Chiffre d’affaires +2,7%, bénéfice net +6,2%, encours +13,9%, fonds propres +6,2%, dividende +10%. De très bons chiffres que commente Blaise Goetschin, CEO de la Banque Cantonale de Genève.

Comment les résultats de l’année 2019 s’inscrivent et renforcent vos objectifs?

La croissance de près de 3% du chiffre d’affaires qu’affiche notre entreprise, pour atteindre un niveau de 420,3 millions de francs (409,4 en 2018), la positionne dans le top 8 (premier tiers) des banques cantonales suisses. Par-delà l’ampleur des chiffres, notre objectif est de maintenir des fondamentaux qui soient solides, qui résistent bien, à un environnement économique et réglementaire contraignant ¬ le niveau négatif des taux d’intérêt, LSFin, exigences de fonds propres liées à Bâle III, volet anticyclique de 2012. Cette santé robuste se mesure à l’aune de la double croissance opérationnelle et du bilan, qui toutes deux reflètent la clé de notre succès: la confiance de nos clients. Un succès qui s’explique notamment par la diversification:

  • organique – notre modèle d’affaires de banque universelle profite à nos métiers clés: prêts hypothécaires stables hors effets non-récurrents, commissions en hausse de 3,2%, part des revenus en dollars en euros en hausse de 0,7% – ; 
  • géographique  –extension de nos activités sur l’ensemble de la Suisse et poursuite de l’internationalisation – ;
  • externe, à travers des acquisitions qui étayent nos choix stratégiques. 

Toutes les conditions sont réunies pour placer la BCGE en leader parmi les banques universelles helvétiques, alors même qu’elle a renforcé ses fonds propres avec un emprunt AT1 de 135 millions en 2019 et continue de rembourser les intérêts liés au plan de sauvetage mis en place par le Conseil d’Etat selon le mécanisme de remboursement prévu. 

«Nos principaux chantiers en 2019, qui continueront en 2020, ont concerné
la réponse à LSFin et le développement de l’asset management.»
Quels sont les principaux défis que vous avez rencontrés en 2019? Quid de 2020?

Faut-il revenir sur l’impact délétère sur nos marges des taux d’intérêt négatifs, que nous nous efforçons encore de ne pas répercuter sur nos clients (jusqu’à 3 millions de francs de dépôt)?

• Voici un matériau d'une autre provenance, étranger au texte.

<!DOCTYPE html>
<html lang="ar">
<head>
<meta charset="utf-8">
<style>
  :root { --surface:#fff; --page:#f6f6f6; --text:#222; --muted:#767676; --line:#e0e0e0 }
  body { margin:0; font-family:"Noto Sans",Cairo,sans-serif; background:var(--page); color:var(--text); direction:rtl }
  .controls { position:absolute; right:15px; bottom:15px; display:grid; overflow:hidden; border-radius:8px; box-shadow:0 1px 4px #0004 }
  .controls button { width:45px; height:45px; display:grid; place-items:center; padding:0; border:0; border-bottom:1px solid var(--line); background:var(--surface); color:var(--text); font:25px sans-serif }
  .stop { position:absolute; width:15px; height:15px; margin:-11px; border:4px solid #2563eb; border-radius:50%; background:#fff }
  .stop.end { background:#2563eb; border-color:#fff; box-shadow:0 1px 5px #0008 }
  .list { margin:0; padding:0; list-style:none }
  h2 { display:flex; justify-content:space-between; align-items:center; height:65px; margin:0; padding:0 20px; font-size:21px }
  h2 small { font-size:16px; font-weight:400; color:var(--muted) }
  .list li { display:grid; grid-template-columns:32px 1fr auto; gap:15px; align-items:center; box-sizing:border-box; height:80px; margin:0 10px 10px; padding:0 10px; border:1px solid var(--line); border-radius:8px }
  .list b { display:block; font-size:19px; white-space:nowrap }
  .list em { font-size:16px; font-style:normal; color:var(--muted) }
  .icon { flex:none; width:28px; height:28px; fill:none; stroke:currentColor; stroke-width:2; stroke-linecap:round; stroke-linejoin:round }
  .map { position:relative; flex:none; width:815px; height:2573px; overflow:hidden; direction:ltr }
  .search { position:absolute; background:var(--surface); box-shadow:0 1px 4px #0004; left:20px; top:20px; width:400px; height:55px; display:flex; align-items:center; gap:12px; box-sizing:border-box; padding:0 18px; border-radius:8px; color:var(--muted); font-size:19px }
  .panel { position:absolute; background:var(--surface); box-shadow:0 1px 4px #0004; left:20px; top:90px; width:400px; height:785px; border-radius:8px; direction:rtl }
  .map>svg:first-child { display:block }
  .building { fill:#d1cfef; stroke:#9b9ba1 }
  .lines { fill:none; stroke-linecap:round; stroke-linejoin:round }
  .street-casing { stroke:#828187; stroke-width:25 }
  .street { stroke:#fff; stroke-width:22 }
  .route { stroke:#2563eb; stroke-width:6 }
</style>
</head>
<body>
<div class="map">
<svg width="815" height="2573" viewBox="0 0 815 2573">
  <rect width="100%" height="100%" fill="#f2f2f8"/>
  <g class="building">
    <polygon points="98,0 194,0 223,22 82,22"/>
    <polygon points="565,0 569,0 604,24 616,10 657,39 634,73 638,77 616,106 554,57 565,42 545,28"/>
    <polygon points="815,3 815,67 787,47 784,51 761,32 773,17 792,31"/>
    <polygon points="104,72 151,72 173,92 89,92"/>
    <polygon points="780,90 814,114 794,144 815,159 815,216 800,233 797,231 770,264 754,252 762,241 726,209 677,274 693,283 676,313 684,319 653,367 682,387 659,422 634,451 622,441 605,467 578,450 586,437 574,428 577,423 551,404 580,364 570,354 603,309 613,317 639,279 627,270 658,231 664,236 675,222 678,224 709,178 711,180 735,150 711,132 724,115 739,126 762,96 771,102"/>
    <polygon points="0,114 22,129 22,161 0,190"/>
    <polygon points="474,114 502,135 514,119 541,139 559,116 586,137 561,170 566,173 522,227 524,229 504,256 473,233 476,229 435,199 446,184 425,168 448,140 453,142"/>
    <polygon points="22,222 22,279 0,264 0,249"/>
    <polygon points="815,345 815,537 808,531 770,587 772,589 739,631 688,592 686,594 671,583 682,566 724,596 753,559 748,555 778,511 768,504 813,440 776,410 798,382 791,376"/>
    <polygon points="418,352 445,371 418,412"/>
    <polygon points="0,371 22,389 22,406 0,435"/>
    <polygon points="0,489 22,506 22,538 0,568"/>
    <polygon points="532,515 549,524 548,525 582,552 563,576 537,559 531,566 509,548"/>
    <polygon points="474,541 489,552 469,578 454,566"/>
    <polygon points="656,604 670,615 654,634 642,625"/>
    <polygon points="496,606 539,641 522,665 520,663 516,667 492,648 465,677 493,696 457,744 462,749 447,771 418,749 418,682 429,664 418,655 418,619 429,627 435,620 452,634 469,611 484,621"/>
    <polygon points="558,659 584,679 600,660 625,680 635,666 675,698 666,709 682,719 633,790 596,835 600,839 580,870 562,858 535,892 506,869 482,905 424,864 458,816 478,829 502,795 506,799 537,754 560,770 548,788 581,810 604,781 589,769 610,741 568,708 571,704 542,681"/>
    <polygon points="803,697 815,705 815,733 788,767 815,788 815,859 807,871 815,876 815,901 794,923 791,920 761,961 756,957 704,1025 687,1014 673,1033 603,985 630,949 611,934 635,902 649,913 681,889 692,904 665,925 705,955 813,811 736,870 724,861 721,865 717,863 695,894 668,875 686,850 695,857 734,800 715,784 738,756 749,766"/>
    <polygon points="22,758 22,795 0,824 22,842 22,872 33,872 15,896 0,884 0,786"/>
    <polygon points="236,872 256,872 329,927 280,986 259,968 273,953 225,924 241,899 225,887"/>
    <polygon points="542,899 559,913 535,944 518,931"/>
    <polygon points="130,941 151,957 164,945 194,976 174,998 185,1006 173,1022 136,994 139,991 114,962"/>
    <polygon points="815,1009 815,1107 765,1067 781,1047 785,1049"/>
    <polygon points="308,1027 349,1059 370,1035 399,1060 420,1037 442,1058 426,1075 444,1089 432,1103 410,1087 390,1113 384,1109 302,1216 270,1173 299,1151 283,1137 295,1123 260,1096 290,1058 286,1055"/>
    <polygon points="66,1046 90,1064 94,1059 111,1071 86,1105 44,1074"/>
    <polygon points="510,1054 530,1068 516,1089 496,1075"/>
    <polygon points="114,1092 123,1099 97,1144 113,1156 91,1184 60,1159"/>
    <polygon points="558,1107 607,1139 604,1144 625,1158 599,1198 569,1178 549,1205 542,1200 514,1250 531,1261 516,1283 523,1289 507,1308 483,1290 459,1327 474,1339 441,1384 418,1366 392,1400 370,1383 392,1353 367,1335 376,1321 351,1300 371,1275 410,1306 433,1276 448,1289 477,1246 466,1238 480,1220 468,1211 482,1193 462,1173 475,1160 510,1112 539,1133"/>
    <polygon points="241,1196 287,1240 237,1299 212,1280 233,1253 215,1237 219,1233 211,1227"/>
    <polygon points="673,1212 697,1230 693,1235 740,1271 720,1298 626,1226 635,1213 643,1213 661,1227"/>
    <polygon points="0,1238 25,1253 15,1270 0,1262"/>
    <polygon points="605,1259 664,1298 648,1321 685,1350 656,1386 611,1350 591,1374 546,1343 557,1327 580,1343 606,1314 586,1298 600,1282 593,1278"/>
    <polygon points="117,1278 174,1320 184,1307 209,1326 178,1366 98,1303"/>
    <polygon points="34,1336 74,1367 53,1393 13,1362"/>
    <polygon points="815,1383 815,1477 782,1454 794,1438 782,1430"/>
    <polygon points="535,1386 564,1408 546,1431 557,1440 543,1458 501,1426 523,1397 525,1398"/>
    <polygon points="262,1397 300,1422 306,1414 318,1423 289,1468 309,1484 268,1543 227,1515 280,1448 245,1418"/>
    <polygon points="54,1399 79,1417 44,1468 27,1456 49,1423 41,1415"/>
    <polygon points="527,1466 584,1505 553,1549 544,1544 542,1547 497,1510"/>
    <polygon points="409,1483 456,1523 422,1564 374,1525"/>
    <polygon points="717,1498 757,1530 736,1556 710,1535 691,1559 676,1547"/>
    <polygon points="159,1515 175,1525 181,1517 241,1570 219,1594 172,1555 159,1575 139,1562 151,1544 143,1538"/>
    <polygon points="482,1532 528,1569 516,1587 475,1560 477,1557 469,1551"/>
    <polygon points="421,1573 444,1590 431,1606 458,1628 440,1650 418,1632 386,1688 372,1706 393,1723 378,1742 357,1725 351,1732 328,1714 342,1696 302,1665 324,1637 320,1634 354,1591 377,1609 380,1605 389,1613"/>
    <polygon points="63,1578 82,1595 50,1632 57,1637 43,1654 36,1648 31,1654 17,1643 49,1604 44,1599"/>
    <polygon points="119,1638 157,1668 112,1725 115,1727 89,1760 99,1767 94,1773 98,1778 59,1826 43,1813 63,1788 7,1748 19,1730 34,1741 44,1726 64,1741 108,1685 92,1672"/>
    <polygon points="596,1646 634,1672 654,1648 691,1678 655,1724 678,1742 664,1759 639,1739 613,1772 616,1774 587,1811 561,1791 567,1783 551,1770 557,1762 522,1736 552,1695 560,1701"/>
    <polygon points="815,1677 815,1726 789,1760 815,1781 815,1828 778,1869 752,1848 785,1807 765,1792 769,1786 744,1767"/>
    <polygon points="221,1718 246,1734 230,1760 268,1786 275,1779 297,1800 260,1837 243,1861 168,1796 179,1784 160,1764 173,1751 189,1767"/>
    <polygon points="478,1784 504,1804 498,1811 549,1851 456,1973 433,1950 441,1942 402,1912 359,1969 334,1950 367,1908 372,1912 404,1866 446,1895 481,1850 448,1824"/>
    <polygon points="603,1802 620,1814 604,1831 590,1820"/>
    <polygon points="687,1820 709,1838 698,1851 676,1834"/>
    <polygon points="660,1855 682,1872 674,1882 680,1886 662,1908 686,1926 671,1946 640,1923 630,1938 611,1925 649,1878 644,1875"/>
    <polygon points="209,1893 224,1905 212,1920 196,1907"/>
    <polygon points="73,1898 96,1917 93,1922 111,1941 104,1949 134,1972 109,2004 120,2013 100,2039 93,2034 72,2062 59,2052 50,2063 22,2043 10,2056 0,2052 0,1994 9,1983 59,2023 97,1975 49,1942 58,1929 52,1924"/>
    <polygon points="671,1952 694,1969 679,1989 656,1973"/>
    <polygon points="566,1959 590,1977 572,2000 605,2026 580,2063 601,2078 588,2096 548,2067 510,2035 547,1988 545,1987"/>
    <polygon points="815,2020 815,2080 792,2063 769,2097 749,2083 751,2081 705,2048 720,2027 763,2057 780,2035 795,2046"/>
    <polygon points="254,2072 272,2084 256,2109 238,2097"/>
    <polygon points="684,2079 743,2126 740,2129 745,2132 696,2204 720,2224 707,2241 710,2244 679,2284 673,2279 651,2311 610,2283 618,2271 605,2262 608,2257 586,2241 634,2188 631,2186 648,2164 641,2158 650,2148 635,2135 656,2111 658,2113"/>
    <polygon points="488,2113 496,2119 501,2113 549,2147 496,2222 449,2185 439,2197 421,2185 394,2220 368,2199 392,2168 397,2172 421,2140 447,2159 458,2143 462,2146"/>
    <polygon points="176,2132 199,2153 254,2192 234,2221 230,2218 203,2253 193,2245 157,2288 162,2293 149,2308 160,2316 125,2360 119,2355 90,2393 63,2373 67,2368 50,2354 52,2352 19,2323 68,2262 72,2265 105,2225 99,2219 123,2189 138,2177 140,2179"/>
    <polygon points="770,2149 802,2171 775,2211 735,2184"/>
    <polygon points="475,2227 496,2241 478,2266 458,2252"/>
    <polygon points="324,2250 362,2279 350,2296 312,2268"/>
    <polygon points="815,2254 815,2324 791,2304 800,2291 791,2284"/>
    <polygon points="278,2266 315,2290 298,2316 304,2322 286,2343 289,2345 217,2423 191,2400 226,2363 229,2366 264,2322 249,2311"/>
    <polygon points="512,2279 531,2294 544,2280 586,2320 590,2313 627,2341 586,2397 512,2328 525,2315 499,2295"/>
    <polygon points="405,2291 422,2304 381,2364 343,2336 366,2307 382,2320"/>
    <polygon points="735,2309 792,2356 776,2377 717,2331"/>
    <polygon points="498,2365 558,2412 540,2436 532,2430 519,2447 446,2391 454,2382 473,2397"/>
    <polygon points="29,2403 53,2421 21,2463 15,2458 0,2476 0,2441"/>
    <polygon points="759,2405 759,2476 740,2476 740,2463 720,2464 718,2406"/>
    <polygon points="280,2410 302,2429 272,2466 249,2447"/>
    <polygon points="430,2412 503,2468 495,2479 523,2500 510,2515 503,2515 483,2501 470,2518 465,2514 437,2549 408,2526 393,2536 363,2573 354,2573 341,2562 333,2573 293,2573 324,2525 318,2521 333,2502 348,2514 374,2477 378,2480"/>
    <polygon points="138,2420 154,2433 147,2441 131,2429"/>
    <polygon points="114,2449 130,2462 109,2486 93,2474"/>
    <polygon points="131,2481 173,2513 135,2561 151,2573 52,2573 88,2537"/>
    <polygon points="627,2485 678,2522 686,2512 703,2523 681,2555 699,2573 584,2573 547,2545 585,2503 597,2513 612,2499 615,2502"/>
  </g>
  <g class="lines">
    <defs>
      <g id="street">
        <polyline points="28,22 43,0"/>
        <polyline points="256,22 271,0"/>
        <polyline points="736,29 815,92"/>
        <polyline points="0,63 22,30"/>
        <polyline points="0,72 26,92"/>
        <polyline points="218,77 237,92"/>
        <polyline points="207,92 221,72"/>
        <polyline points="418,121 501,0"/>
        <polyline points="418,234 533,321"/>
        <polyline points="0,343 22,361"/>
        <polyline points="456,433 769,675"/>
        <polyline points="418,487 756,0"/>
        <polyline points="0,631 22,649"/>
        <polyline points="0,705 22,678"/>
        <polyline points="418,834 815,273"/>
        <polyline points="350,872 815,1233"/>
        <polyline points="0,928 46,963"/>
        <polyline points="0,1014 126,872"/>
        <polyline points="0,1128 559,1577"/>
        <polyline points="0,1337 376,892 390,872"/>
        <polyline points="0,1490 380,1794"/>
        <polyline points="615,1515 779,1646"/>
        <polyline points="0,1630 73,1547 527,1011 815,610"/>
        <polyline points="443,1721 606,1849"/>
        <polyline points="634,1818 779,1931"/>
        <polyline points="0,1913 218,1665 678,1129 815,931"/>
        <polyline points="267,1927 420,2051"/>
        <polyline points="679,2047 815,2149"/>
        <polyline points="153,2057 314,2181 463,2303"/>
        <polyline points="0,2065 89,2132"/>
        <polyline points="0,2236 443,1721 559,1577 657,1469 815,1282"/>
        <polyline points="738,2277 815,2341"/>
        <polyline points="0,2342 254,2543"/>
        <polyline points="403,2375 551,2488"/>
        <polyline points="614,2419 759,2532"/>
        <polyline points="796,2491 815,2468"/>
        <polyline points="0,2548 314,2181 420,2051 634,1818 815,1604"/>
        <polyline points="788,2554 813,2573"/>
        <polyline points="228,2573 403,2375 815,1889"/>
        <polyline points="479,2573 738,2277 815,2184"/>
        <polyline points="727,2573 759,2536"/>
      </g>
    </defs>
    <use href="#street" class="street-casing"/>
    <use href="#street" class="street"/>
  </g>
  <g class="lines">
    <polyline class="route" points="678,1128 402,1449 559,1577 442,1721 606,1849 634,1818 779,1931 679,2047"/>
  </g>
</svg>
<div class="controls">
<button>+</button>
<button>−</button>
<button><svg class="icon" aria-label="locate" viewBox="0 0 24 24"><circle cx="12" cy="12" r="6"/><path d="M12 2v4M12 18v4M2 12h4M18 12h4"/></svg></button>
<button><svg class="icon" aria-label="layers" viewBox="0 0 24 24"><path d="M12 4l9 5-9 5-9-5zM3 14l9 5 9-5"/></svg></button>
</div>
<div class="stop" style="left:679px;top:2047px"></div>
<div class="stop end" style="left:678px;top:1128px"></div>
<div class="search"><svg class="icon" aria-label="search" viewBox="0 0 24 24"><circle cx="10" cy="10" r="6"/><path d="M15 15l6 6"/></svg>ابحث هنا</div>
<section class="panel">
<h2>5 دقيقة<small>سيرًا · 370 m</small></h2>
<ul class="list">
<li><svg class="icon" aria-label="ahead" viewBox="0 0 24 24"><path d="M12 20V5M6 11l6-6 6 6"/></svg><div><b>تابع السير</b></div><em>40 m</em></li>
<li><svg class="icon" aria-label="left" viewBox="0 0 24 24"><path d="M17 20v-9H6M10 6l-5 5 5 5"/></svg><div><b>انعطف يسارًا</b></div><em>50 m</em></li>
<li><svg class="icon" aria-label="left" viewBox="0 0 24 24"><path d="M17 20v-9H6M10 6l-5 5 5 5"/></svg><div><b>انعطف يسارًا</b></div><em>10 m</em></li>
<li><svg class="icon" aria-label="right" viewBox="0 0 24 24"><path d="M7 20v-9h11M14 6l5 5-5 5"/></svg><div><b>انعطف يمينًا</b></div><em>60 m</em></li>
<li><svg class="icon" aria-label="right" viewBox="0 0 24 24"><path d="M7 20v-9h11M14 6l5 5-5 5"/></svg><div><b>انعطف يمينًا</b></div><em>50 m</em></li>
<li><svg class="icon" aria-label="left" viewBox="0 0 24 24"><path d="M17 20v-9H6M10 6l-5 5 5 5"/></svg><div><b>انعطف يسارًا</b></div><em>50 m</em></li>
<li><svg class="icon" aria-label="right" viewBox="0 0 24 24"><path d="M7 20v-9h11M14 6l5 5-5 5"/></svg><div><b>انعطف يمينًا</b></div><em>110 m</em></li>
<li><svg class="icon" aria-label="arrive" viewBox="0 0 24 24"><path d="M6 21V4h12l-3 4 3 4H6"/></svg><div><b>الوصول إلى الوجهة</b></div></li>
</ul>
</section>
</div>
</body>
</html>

Un exemple simple sur ce sujet: les 75 points de base que coûtent les taux de la BNS font passer de 1,4% à 0,95% notre marge sur les 11,1 milliards de francs de créances hypothécaires que nous avons octroyées en 2019. Un manque à gagner de quelque 44 millions de francs. Ce défi, ce n’est pas seulement le nôtre, mais celui de toutes les banques suisses, qui bénéficient, a contrario, de l’attractivité du franc fort. Un avantage à manier avec intelligence et subtilité: le franc est fort, mais vulnérable car son périmètre est réduit – petits territoire, population et PIB. Par conséquent, nous conseillons vivement à nos clients de privilégier une diversification monétaire de leur portefeuille. Cela étant dit, nos principaux chantiers en 2019, qui continueront en 2020, ont concerné la réponse à LSFin et le développement de l’asset management. Sur le premier point, la philosophie de la banque en matière de private banking repose sur le mandat discrétionnaire. Cette approche a déjà séduit une grande partie de nos clients de la banque privée. 4'000 d’entre eux ont opté pour cette formule qui est celle que nous souhaitons généraliser. Ce qui m’amène naturellement au second point, nos efforts pour développer notre offre d’asset management avec un objectif clair: atteindre une taille critique en Suisse. C’est dans cet esprit que nous avons fait l’acquisition de Loyal Finance AG, qui nous permet non seulement d’accroitre notre masse sous gestion (de 26,7 milliards de francs en 2018 à 30,4 milliards en 2019), mais aussi et surtout d’étoffer nos expertises en gestion d’actifs, avec la création d’un centre d’excellence de fixed income à Zurich, les actions étant gérées à Genève.

«Notre devise ‘Je connais mon banquier’
est au cœur de notre stratégie digitale.»
Les banques suisses sont-elles en retard dans la digitalisation comme le dit une récente étude de Standard & Poors?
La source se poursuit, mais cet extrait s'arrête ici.